Provided data: Begin

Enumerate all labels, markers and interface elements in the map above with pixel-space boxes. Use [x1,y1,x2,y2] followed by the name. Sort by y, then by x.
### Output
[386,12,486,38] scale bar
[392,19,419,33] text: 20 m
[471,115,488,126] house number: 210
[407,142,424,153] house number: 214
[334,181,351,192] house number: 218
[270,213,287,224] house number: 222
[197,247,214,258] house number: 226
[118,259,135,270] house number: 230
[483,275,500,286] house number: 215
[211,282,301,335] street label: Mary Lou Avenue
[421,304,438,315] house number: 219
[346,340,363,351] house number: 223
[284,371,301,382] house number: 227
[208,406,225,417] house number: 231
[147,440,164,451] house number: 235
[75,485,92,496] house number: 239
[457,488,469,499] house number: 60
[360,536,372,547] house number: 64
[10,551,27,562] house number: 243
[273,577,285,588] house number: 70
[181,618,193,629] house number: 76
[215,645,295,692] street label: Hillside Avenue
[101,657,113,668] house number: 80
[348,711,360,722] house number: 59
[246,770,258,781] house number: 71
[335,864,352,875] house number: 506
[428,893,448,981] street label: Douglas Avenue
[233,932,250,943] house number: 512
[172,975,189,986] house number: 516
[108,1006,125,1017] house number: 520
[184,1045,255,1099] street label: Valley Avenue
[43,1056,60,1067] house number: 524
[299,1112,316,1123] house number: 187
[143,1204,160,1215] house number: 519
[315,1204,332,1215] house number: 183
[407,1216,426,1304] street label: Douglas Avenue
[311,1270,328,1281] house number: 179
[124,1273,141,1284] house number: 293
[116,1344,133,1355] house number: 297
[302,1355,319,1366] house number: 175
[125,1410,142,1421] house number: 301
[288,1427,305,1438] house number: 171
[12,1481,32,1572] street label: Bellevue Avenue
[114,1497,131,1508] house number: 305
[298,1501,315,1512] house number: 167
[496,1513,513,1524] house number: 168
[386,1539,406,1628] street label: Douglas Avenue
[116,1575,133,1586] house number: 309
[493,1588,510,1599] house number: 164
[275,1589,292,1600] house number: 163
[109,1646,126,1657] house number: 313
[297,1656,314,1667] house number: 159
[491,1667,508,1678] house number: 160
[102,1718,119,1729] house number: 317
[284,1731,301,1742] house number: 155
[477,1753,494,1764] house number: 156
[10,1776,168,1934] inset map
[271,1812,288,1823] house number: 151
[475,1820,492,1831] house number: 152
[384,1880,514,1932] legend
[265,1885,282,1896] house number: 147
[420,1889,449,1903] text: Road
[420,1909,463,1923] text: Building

Provided data: End

## Work required
Each line in the entries above that includes the word "Avenue" counts once; state the total and nothing else.

## Expected answer
7